I had all the excuses to make this dish—one, this Sunday’s the feast of Christ the King, and two, I’ve invited Adriana (my Ecuadorian friend and labmate in the drug-discovery group) over to taste the Filipino version of a Spanish dish.

(Correction: my family’s version of the Filipino version of a Spanish dish. :D)

My chicken afritada with rice

Materials (serves eight)
– approx. 1 kg of chicken parts (drumsticks / thighs)
– 1 tetra pack (500 g) of tomato sauce
– 2 cloves garlic, crushed and minced
– ½ shallot, sliced
– 3 medium new potatoes (Charlotte Ros), scraped and quartered
– 1 bottle of peeled baby carrots, rinsed and drained
– 2 bell peppers/capsicums: red and green (or you may use any color), cut into strips
– some green beans / haricot verts, trimmed
– canned/bottled white beans in tomato sauce
– salt and pepper
– flour
– ½ cube chicken bouillon

– Rinse the chicken parts in running water, pat dry, then coat them with flour seasoned with salt and pepper. Brown the pieces in hot cooking oil, then set aside.
– In a large Dutch oven / cooking pot, heat approx. 2-3 tablespoons of oil, then saute the garlic and onions with the crushed chicken bouillon. Add the browned chicken pieces and lightly toss until coated with the oil and spices.
– Add the tomato sauce. Cover pot and wait until the mixture simmers (in medium heat). Stir the chicken and the sauce, cover and time for 20-30 minutes, stirring occasionally.
– Add the potatoes, cover pot and let everything simmer for ~10 minutes. Stir occasionally.
– Add the carrots, cover pot and simmer for 5 minutes. Again, stir once in a while to prevent the food sticking in the pot.
– Add the bell peppers and green beans, let everything cook uncovered for 3-5 minutes (or until the beans turn bright green). Add half a bottle of canned white beans in tomato sauce, stir. Taste and adjust the seasoning. Turn off heat and serve with hot, fluffy rice!

Results and Discussion
Time allotment. This is not a quick dish (i.e., this takes around at least an hour to cook everything, not to mention that it takes me around 20 minutes to prepare the meat and vegetables for cooking), so this is best done during weekends. For today’s lunch, my original plan was to divide the cooking method into two stages—cook the chicken, potatoes and carrots the night before, then reheat and add the vegetables and beans when the girls and I come back from Sunday Mass. I still followed the two-stage cooking plan, however I did not do the first part last night since I was a bit feverish—instead, I got up at around 5AM to do it!

Chicken afritada, stage 1
Cooking chicken afritada, stage 1, at 5AM

Absurdly early, I know…but I had Sunday choir-practice at 9AM, and it takes me 25-30 minutes to walk from Brusselstraat to the seminary. And with my sleep-addled (and paracetamol-stuffed) brain had to figure out what sort of cover to use for my hand-me-down Dutch oven…

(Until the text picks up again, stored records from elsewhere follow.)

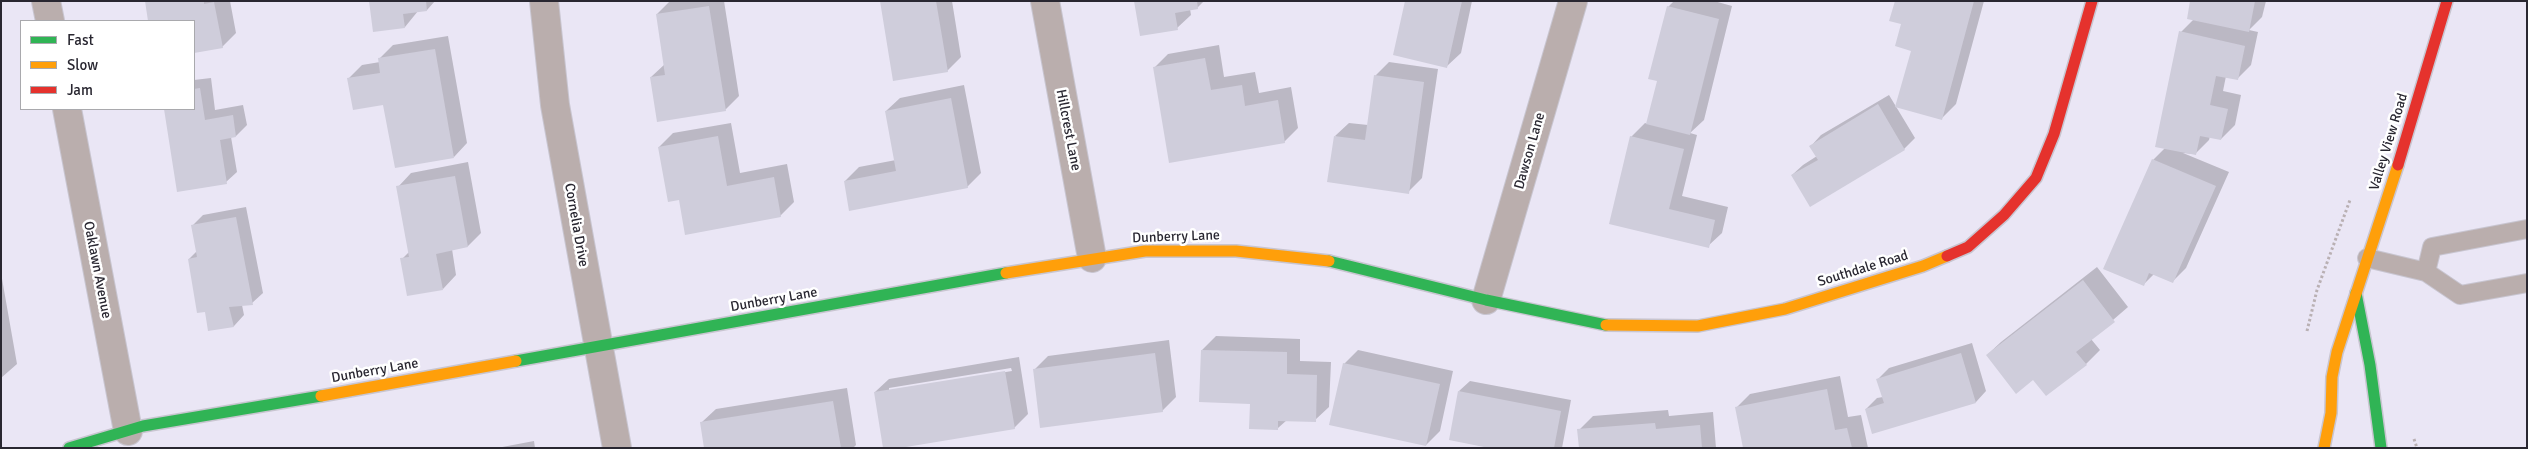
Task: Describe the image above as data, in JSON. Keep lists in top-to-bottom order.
{
  "streets": {
    "street": [
      "Hillcrest Lane",
      "Valley View Road",
      "Dawson Lane",
      "Cornelia Drive",
      "Dunberry Lane",
      "Southdale Road",
      "Oaklawn Avenue"
    ]
  },
  "crossings": [
    ["Hillcrest Lane", "Dunberry Lane"],
    ["Dawson Lane", "Dunberry Lane"],
    ["Dawson Lane", "Southdale Road"],
    ["Cornelia Drive", "Dunberry Lane"],
    ["Dunberry Lane", "Southdale Road"],
    ["Dunberry Lane", "Oaklawn Avenue"]
  ],
  "legend": ["Fast", "Slow", "Jam"]
}
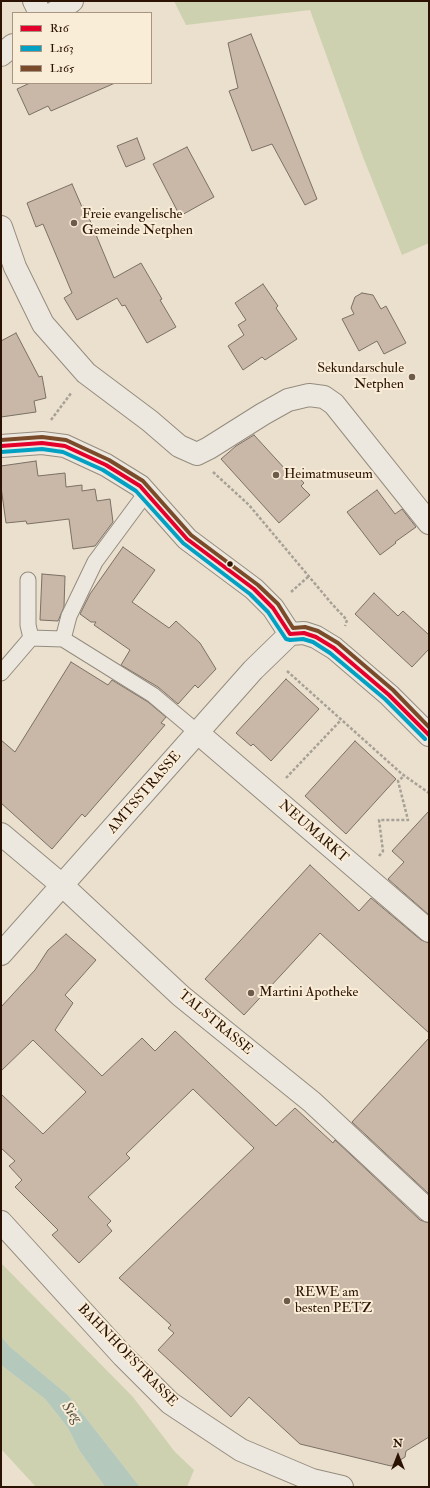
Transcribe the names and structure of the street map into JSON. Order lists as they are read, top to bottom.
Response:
{
  "streets": {
    "street": [
      "AMTSSTRASSE",
      "NEUMARKT",
      "TALSTRASSE",
      "BAHNHOFSTRASSE"
    ]
  },
  "crossings": [
    ["AMTSSTRASSE", "NEUMARKT"],
    ["AMTSSTRASSE", "TALSTRASSE"]
  ],
  "water": ["Sieg"],
  "places": [
    "Freie evangelische Gemeinde Netphen",
    "Sekundarschule Netphen",
    "Heimatmuseum",
    "Martini Apotheke",
    "REWE am besten PETZ"
  ],
  "lines": ["transit line L165", "transit line R16", "transit line L163"],
  "legend": ["R16", "L163", "L165"],
  "north": "top"
}
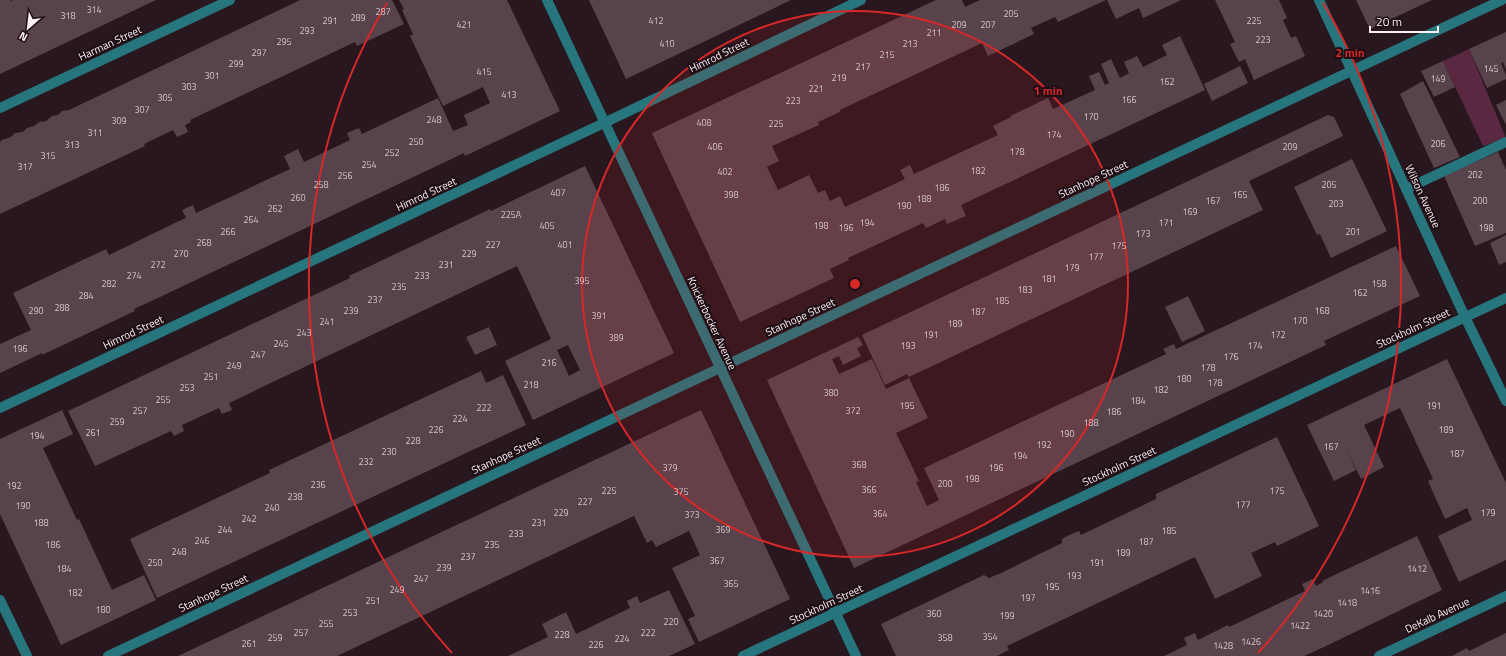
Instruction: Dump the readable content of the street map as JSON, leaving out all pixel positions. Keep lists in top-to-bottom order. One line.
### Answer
{"streets":{"street":["Harman Street","Himrod Street","Stanhope Street","Wilson Avenue","Knickerbocker Avenue","Stockholm Street","DeKalb Avenue"]},"crossings":[["Himrod Street","Knickerbocker Avenue"],["Stanhope Street","Wilson Avenue"],["Stanhope Street","Knickerbocker Avenue"],["Wilson Avenue","Stockholm Street"],["Knickerbocker Avenue","Stockholm Street"]],"house_numbers":["314","287","205","318","289","291","412","225","421","209","207","293","211","223","295","410","213","297","215","299","217","145","415","301","219","149","162","303","221","413","305","166","223","307","170","248","309","408","225","311","174","250","206","313","406","209","178","252","315","254","317","182","402","202","256","258","205","186","407","398","165","260","188","167","200","203","190","262","169","225A","264","194","171","405","198","196","198","266","201","173","268","227","401","175","270","229","177","272","231","179","274","233","181","395","282","158","235","183","162","284","237","185","288","290","239","168","187","391","170","241","189","243","191","172","389","245","193","174","196","247","176","216","249","178","251","180","178","218","253","182","380","255","184","195","191","222","257","372","186","224","259","188","226","189","261","190","194","228","192","167","230","187","194","232","368","379","196","198","200","236","192","366","225","175","375","238","227","177","190","240","229","179","364","373","242","188","231","244","369","185","233","246","187","186","235","248","189","237","367","250","191","239","184","1412","193","247","365","195","249","1416","182","197","251","1418","180","253","360","1420","199","220","255","1422","257","222","228","354","259","358","224","1426","261","226","1428"],"scale_bar":"20 m","north":"bottom left","rings":["2 min","1 min"]}
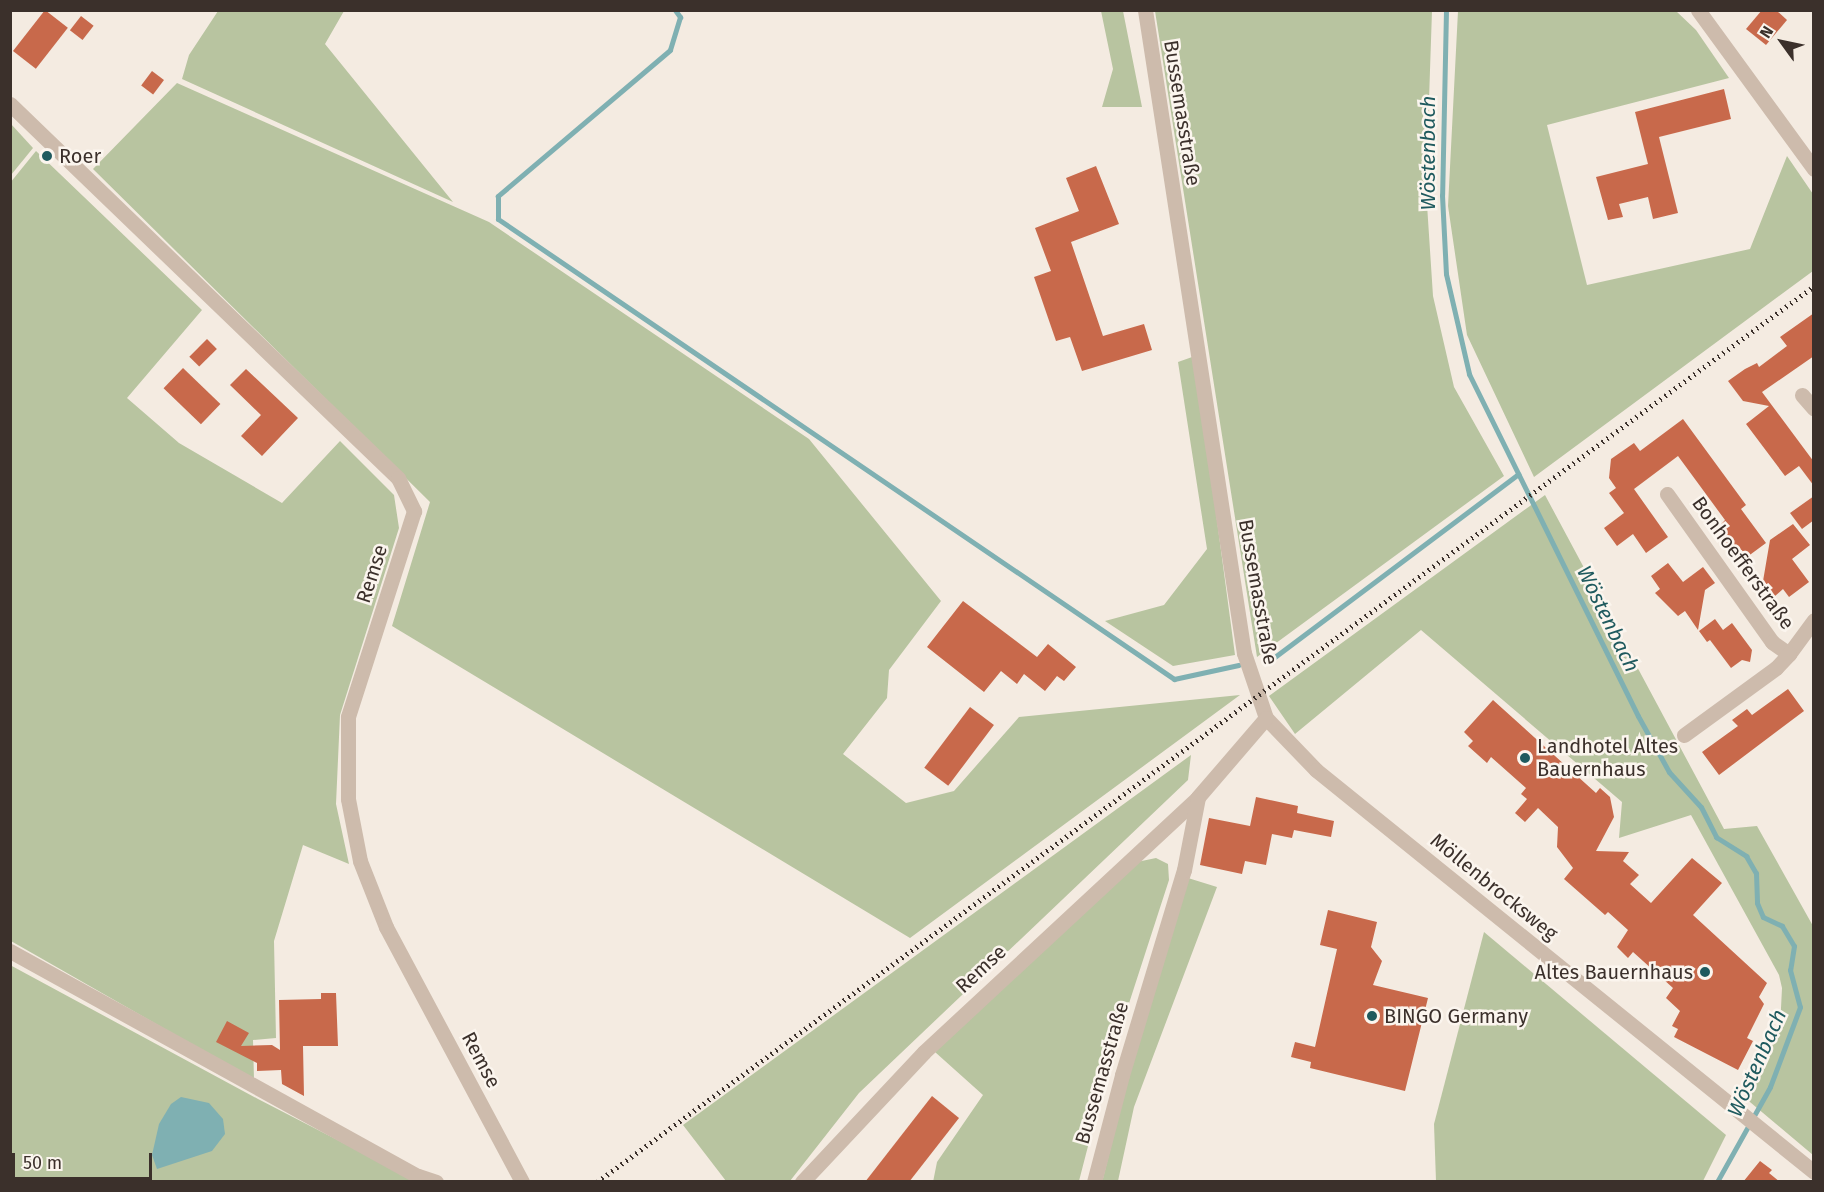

My Dutch oven doesn't have its own cover, so I had to improvise...again, at 5AM.

Bottled baby carrots? Fresh carrots here are sold by the bushel, not by piece. Again, the solo-living dilemma—what am I going to do with a pile of unused vegetable since I can only eat as much? Another advantage in using bottled baby carrots is that I get to skip the trimming and scraping part—all I needed to do was to rinse the pieces thoroughly with cold water to remove the brine (wait, are bottled veggies brined anyway? I am not sure, but it pays to play it safe…and I don’t want any extra, “bottle-only” flavor to compete with my dish) and toss them into the stew. Reduces cooking time, too.

Canned/bottled white beans in tomato sauce?? Ah, I have revealed a family variation to the afritada—the canned/bottled white beans in tomato sauce (back in the Philippines, it would’ve been “canned pork & beans”) rounds up the rich flavor of this tomato-based stew.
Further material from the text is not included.